FEDERAL BUDGET PROCESS REFORM EFFORTS
A diverse group of 23 stakeholders, including AAU staff member Matt Owens, on Monday released five budget process reform proposals to “bring stability to the budget process and create conditions that would allow our government to return to regular order.” A one-page summary of the report is available here.
The recommendations come weeks after the Bipartisan Budget Act of 2018 established a 16-member bipartisan “Joint Select Committee on Budget and Appropriations Process Reform” to report by November 30 legislative fixes to the congressional spending process. House members of the Joint Committee are as follows: Reps. Nita Lowey (D-NY), John Yarmuth (D-KY), Lucille Roybal-Allard (D-CA), Derek Kilmer (D-WA), Steve Womack (R-AR), Pete Sessions (R-TX), Rob Woodall (R-GA), and Jodey Arrington (R-TX). The following Senators will also serve on the Joint Committee: Sheldon Whitehouse (D-RI), Michael Bennet (D-CO), Brian Schatz (D-HI), Mazie Hirono (D-HI), Roy Blunt (R-MO), David Perdue (R-GA), James Lankford (R-OK), and Joni Ernst (R-IA). House Budget Committee Chairman Womack will serve as the chair.

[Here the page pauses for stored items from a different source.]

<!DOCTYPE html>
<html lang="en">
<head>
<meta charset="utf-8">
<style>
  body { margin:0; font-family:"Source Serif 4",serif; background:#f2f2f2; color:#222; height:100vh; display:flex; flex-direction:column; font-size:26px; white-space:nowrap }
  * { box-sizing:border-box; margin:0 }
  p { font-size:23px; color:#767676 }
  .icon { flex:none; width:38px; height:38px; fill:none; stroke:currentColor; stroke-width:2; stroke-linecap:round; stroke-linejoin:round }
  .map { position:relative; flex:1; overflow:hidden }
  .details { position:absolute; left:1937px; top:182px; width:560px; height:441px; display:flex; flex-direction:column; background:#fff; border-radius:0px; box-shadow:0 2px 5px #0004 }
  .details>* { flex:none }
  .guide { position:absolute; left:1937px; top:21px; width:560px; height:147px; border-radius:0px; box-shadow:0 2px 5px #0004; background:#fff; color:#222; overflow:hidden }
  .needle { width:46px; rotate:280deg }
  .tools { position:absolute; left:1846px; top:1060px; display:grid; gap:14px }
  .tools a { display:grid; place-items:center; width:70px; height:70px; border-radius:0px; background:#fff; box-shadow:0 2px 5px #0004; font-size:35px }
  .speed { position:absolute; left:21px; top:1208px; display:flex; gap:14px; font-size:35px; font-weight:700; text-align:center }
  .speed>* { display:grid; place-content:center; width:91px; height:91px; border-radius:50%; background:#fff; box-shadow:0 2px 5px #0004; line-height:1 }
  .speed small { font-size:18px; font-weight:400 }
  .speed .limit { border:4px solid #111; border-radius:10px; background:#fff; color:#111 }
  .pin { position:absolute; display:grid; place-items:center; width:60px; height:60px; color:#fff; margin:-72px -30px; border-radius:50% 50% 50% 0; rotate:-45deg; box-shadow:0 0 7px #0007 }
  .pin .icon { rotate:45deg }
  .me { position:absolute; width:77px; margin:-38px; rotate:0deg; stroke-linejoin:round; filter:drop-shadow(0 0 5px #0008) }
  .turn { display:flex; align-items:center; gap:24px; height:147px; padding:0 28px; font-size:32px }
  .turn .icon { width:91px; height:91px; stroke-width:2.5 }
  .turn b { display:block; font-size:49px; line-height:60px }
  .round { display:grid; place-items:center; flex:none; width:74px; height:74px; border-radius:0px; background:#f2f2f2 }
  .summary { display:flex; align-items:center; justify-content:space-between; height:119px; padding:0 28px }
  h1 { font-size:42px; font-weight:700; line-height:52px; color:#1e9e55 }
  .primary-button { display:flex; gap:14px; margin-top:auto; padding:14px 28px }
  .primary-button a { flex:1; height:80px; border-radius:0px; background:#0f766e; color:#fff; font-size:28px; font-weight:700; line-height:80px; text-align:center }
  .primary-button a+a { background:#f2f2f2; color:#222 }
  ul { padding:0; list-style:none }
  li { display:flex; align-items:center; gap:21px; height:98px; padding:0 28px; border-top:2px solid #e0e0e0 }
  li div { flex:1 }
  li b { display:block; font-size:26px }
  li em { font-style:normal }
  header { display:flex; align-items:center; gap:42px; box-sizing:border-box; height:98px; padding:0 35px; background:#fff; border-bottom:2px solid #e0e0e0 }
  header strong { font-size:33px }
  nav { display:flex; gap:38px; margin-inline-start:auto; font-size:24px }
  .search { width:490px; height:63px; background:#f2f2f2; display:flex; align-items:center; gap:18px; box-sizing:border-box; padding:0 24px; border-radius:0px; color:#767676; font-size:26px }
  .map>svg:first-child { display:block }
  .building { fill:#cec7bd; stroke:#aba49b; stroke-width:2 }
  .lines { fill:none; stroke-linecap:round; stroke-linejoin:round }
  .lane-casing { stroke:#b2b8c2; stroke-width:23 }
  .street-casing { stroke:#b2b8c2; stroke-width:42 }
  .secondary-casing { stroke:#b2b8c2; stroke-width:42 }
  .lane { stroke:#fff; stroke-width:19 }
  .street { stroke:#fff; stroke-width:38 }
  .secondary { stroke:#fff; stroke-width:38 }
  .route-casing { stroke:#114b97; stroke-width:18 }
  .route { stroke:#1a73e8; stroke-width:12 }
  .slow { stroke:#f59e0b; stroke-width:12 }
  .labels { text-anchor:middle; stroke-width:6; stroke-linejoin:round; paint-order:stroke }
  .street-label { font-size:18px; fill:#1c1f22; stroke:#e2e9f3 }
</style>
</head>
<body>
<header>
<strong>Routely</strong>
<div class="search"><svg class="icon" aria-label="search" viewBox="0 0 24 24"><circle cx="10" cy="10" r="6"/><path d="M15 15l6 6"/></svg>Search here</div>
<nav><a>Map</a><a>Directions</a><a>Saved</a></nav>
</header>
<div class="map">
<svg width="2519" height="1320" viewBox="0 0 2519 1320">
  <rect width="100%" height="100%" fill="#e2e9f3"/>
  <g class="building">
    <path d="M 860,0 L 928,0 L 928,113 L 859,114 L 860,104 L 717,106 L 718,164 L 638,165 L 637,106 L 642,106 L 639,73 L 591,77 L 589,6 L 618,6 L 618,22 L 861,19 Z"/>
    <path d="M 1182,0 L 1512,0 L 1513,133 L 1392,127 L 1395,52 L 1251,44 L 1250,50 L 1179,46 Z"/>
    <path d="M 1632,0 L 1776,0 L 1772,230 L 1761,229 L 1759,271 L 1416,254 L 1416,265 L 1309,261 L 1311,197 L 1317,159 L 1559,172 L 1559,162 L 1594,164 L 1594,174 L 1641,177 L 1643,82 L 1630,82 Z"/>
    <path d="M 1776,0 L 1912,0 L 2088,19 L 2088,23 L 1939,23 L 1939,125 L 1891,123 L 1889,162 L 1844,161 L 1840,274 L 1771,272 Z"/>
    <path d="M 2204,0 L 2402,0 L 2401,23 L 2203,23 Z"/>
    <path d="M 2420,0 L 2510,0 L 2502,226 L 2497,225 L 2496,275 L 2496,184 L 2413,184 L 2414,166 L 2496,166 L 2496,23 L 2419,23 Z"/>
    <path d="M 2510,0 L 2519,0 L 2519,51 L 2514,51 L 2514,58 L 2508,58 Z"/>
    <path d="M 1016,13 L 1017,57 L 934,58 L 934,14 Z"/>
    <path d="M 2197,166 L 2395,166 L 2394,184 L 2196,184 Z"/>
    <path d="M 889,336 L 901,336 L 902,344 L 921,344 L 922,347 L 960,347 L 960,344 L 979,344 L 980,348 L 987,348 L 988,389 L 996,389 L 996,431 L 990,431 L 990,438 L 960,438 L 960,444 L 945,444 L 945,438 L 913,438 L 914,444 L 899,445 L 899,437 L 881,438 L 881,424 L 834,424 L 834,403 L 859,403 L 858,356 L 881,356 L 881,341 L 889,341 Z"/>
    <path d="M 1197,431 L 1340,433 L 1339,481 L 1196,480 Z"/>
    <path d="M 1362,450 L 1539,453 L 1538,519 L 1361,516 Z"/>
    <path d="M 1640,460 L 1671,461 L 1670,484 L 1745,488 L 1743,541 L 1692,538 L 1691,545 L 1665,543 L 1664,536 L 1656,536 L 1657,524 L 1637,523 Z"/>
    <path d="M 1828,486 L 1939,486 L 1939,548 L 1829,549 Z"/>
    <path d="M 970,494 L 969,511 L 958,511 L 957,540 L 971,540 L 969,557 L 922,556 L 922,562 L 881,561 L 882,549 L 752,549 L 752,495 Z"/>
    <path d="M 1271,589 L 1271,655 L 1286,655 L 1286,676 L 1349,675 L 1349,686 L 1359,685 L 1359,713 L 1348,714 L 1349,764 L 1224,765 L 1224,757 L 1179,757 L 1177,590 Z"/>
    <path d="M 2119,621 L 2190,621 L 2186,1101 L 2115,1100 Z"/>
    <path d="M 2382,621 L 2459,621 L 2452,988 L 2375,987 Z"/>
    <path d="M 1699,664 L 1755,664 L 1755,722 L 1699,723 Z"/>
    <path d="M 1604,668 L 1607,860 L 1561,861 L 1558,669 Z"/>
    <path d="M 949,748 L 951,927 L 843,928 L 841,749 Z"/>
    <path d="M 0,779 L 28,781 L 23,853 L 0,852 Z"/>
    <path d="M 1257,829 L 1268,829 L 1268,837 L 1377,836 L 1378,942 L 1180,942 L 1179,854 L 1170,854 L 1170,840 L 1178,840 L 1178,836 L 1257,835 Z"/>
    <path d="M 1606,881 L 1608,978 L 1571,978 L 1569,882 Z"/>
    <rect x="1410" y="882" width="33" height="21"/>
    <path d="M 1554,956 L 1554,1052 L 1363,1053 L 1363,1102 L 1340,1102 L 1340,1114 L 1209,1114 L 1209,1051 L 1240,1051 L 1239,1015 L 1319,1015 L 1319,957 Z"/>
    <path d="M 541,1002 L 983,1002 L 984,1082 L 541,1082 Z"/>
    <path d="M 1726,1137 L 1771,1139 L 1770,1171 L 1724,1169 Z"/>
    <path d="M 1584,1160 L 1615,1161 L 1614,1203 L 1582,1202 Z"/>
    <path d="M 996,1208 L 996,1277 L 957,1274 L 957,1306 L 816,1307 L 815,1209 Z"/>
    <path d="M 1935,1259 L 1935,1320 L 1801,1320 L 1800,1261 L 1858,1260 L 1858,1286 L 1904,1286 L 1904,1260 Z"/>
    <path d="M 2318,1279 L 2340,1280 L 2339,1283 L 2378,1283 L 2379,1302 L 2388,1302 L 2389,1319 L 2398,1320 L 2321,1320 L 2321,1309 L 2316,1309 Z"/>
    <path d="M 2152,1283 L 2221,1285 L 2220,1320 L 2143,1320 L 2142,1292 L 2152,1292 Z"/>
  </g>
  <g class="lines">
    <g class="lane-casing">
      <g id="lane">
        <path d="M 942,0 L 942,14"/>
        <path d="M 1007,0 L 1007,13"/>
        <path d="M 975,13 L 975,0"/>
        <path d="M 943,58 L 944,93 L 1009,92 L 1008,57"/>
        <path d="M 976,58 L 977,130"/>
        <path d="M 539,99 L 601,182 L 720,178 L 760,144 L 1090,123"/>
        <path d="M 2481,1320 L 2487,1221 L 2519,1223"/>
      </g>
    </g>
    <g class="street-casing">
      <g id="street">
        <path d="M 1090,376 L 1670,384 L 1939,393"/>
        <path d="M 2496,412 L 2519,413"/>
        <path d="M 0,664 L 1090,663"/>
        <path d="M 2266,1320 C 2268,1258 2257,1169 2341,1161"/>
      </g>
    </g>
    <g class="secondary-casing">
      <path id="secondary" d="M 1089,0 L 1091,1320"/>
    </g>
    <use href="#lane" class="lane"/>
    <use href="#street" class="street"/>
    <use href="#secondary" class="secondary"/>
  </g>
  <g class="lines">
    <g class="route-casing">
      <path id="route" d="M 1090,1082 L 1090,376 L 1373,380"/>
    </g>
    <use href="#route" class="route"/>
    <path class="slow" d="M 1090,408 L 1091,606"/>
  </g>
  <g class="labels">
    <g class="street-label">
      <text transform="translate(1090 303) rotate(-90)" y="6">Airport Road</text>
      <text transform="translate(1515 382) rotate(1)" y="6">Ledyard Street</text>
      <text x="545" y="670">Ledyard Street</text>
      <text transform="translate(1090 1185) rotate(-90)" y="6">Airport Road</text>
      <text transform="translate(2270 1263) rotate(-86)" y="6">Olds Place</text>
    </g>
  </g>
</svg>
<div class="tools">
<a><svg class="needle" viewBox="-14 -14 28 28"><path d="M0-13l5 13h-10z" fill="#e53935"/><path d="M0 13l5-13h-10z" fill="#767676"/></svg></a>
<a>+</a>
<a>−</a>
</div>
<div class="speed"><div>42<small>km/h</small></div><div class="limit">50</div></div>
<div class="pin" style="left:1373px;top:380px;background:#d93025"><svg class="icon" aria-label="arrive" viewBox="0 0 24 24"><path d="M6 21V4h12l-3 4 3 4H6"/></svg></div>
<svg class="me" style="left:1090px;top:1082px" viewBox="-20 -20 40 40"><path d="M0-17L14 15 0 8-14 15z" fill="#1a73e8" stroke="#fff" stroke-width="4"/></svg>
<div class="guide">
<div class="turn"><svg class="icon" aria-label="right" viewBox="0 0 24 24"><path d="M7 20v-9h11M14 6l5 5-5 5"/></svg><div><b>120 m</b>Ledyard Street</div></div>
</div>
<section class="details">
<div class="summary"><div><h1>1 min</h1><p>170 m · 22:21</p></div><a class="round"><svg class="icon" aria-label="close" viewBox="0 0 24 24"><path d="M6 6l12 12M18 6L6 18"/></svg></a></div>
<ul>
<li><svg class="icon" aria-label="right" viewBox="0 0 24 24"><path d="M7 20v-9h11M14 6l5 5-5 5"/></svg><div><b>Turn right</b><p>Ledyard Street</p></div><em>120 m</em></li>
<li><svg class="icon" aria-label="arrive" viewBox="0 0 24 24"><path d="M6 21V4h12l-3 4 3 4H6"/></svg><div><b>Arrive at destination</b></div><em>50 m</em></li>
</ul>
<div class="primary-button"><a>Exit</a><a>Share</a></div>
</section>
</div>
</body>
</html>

GAO REPORT CALLS FOR INCREASED FEDERAL R&D SPENDING
A new GAO report on trends affecting government and society encourages sustained research investment in five emerging technologies it believes will strengthen U.S. global competitiveness and national security: artificial intelligence and automation, blockchain and cryptocurrencies, brain-computer interfaces and augmented reality, genome editing, and quantum information science.
Cautioning that China may outspend the U.S. on research and development in the next decade, the report stresses the importance of these and other federal R&D investments, saying, “In an environment of increasingly constrained resources, particularly at the federal level, investing in R&D efforts in a strategic and coordinated way will be critical.” It goes on, “Understanding the implications of emerging technology areas for the U.S. economy and society as well as federal policymaking is a necessary step for the Congress and federal agencies to be able take strategic action.”